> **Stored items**
Content starts
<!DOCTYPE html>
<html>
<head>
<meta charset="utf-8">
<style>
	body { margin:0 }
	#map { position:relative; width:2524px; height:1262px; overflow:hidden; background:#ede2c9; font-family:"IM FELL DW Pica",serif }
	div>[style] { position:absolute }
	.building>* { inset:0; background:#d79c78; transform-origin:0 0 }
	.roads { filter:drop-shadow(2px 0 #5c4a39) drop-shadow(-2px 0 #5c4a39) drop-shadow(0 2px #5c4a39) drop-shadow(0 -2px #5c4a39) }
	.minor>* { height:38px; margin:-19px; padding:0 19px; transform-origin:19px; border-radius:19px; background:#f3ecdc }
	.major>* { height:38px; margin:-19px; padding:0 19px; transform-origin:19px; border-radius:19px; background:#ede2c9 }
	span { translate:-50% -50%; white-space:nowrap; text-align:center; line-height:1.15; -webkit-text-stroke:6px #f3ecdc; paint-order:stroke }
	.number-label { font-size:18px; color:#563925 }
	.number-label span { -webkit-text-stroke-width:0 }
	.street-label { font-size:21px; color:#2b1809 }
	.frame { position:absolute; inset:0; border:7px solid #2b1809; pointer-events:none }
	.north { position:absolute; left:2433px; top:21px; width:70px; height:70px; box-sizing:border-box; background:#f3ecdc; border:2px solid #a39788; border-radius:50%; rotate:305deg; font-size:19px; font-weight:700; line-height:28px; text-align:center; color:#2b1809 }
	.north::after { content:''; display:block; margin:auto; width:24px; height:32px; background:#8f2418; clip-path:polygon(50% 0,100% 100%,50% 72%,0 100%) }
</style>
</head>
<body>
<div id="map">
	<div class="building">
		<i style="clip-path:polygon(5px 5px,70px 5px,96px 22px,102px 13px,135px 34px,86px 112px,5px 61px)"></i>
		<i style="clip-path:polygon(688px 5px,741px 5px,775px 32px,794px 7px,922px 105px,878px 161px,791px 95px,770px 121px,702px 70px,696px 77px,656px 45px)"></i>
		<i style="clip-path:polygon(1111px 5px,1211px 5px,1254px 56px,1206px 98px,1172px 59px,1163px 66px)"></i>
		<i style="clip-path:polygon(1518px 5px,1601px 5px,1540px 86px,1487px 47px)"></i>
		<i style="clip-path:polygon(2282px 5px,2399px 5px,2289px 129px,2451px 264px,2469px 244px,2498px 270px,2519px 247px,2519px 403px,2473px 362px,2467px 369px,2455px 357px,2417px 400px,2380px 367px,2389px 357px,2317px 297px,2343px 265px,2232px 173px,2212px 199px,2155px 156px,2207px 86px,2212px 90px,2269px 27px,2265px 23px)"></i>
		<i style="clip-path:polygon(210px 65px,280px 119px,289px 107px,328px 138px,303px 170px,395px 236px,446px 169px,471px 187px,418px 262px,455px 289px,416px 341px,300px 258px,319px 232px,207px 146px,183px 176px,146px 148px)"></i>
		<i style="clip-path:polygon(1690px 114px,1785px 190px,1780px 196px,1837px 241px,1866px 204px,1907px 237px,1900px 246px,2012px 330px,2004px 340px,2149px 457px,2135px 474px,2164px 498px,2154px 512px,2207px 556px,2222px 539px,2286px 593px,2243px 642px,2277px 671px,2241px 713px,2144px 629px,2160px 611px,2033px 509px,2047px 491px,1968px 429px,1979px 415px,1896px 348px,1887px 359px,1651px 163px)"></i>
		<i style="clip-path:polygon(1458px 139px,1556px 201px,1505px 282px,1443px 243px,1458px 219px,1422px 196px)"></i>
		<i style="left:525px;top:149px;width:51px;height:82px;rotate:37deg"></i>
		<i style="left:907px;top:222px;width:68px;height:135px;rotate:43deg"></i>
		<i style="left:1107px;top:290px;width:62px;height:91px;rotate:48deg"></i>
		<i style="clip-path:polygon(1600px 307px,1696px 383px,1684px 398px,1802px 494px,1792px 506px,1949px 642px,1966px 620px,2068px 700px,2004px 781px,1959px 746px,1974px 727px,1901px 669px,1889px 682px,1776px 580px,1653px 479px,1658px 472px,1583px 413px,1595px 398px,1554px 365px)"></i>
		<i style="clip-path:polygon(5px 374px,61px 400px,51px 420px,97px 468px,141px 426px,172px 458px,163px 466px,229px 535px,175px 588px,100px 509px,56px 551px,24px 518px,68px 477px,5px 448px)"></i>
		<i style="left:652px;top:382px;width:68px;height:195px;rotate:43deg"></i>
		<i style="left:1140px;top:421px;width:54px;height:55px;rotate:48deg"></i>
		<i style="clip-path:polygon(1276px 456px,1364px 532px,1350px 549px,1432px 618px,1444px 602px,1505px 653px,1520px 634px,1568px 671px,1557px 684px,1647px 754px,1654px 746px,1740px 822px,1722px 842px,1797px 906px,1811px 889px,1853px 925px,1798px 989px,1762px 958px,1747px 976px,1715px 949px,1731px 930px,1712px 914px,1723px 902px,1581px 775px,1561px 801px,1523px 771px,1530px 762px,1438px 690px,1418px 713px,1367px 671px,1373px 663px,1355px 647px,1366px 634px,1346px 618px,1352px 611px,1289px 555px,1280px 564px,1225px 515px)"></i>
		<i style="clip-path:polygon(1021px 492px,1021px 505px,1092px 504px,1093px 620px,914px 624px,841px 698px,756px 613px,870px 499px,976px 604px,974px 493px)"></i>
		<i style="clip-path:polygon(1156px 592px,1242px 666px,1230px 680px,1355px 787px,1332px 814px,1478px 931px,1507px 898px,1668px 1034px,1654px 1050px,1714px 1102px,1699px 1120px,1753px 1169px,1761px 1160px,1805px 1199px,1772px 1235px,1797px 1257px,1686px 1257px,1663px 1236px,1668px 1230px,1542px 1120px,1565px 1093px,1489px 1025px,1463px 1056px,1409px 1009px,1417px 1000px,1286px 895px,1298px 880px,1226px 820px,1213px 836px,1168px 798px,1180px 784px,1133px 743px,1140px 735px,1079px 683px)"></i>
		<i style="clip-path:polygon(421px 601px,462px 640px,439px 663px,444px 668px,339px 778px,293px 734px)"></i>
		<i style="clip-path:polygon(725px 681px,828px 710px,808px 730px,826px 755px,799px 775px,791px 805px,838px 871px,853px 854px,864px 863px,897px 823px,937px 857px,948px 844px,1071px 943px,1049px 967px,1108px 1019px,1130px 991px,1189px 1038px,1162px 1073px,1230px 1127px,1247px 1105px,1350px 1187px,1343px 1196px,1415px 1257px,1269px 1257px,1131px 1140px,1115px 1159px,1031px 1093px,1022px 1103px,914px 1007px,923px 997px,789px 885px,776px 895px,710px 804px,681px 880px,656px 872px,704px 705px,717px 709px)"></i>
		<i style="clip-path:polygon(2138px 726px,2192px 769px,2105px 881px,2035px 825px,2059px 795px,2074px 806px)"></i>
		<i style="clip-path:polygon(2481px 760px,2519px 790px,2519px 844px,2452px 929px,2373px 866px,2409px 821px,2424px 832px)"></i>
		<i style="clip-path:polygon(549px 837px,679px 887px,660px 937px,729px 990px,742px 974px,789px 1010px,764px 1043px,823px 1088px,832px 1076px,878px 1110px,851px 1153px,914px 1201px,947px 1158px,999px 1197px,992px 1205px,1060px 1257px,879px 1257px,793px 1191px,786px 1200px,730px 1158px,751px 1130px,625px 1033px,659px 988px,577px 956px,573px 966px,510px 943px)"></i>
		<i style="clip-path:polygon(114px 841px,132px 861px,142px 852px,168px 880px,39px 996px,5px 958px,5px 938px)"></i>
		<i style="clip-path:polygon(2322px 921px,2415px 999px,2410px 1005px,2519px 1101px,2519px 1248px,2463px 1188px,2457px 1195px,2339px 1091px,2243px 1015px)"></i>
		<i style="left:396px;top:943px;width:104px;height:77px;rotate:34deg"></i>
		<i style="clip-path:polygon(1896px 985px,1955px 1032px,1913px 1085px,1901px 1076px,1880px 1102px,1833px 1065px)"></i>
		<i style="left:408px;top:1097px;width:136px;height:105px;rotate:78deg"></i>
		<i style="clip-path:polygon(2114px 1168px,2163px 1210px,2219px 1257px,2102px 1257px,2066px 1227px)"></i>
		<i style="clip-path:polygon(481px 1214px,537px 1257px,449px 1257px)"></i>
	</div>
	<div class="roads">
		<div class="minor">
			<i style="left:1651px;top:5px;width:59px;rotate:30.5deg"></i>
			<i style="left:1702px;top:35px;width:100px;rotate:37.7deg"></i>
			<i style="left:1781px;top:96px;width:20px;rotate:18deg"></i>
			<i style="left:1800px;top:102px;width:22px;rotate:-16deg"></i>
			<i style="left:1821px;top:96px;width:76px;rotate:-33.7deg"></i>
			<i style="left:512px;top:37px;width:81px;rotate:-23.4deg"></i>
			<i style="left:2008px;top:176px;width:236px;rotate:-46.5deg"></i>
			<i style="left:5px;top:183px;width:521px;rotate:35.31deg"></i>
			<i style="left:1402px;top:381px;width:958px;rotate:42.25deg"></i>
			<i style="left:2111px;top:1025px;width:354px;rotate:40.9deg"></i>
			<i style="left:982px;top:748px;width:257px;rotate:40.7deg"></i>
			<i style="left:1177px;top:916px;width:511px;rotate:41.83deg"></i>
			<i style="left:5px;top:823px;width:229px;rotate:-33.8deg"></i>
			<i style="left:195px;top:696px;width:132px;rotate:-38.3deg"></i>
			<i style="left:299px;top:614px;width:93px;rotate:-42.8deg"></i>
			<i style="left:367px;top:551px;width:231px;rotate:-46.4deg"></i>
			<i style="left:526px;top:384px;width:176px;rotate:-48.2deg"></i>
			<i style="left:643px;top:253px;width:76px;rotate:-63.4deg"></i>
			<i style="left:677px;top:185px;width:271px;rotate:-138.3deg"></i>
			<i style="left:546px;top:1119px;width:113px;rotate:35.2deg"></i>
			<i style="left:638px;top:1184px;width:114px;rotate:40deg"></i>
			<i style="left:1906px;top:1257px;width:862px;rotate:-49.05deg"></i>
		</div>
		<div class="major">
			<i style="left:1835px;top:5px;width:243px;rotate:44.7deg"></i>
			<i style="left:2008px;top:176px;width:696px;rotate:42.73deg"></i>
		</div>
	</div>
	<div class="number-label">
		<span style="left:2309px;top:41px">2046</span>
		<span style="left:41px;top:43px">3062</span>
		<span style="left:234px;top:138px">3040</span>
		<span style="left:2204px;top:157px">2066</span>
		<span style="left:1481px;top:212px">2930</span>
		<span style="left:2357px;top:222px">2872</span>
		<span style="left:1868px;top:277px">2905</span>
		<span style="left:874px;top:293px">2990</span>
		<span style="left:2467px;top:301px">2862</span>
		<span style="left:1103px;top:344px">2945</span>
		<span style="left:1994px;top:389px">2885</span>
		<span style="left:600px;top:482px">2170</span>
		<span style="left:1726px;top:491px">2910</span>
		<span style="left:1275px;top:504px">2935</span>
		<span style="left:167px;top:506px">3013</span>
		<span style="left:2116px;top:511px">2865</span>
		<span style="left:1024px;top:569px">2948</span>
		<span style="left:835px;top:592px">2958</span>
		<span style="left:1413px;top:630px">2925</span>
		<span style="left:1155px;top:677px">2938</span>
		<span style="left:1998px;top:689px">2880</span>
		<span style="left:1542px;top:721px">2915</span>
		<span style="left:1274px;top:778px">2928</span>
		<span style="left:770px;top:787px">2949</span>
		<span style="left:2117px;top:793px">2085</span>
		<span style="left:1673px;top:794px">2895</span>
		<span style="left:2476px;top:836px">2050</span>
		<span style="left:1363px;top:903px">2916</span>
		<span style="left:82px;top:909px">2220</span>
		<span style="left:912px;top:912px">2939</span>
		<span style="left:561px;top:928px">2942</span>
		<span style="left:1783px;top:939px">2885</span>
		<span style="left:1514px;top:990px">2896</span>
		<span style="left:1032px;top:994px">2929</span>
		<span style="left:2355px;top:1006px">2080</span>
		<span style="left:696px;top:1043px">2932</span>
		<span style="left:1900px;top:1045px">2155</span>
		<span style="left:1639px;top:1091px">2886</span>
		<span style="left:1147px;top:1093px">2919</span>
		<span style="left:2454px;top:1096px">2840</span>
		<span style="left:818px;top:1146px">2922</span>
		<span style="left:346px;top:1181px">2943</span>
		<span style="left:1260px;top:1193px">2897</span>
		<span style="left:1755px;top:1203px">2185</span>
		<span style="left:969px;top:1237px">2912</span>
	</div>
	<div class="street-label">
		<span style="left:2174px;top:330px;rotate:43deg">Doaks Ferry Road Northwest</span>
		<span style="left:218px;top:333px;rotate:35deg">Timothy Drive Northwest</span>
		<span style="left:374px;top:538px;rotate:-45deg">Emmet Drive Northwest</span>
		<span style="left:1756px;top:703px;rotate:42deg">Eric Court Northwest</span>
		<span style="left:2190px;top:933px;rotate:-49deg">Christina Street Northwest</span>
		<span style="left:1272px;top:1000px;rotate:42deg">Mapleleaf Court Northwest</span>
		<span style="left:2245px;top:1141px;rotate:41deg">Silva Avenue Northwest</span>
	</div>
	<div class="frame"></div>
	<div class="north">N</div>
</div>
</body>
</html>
Content ends
What lines in the data above contain the word "number"? Copy them all.

> **Result for this exercise**
	.number-label { font-size:18px; color:#563925 }
	.number-label span { -webkit-text-stroke-width:0 }
	<div class="number-label">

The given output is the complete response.